> [YOUR ASSIGNMENT]:
Determine the number of lines in the listing below in which the word "canvas" is present, and state it without comment.

TASK INPUT Block Start

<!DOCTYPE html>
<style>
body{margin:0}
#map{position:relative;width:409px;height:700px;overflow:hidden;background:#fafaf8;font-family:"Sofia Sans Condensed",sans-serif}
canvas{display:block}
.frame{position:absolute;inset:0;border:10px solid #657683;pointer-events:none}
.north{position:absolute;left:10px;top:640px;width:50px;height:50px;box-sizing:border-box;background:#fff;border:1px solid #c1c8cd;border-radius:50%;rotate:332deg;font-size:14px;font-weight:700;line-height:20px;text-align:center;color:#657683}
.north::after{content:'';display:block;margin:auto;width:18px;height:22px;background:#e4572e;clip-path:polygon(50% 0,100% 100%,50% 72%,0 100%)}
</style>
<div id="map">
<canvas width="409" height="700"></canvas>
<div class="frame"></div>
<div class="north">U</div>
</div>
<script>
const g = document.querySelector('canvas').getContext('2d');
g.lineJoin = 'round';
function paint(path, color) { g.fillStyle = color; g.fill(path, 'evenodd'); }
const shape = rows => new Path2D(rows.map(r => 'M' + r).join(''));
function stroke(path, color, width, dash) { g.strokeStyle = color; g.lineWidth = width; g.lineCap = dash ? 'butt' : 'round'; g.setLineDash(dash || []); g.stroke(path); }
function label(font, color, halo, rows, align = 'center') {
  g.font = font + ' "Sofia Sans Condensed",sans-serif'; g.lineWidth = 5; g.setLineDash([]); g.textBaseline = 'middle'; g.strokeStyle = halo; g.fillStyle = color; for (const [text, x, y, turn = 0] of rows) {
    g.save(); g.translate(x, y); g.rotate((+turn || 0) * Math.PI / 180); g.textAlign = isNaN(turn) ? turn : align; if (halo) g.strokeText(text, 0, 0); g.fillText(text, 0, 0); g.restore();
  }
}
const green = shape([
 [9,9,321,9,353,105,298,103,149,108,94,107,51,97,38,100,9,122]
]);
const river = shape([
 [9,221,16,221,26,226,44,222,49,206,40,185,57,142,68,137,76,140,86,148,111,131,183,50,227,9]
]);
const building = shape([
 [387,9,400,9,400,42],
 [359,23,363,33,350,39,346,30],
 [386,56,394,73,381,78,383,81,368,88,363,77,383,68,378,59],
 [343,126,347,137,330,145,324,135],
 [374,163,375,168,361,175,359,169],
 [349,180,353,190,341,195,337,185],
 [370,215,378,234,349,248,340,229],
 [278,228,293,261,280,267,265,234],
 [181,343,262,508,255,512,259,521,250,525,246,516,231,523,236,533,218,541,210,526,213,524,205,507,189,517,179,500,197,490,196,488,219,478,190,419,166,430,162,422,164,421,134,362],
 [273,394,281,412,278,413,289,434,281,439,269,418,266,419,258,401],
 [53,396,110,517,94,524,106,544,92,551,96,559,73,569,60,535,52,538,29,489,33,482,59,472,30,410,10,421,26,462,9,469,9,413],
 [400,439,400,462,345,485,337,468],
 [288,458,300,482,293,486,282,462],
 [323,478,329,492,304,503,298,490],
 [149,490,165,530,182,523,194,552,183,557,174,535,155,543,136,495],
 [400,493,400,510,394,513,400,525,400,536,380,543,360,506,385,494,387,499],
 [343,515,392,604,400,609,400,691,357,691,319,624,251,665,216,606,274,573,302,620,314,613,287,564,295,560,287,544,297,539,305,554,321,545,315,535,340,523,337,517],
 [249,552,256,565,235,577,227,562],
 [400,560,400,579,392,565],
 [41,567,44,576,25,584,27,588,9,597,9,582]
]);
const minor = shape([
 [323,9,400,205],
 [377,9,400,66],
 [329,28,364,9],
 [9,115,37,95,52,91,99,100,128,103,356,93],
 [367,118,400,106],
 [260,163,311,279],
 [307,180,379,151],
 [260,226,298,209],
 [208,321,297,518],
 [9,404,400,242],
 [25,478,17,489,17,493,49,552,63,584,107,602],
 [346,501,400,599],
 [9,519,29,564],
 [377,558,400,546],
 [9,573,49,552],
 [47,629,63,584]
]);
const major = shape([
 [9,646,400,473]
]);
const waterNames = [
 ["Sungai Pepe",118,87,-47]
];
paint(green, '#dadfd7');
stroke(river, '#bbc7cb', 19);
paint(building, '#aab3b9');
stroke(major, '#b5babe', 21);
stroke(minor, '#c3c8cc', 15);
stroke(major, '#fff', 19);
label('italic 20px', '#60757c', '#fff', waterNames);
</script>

TASK INPUT Block End

> [RESULT FOR THIS EXERCISE]:
3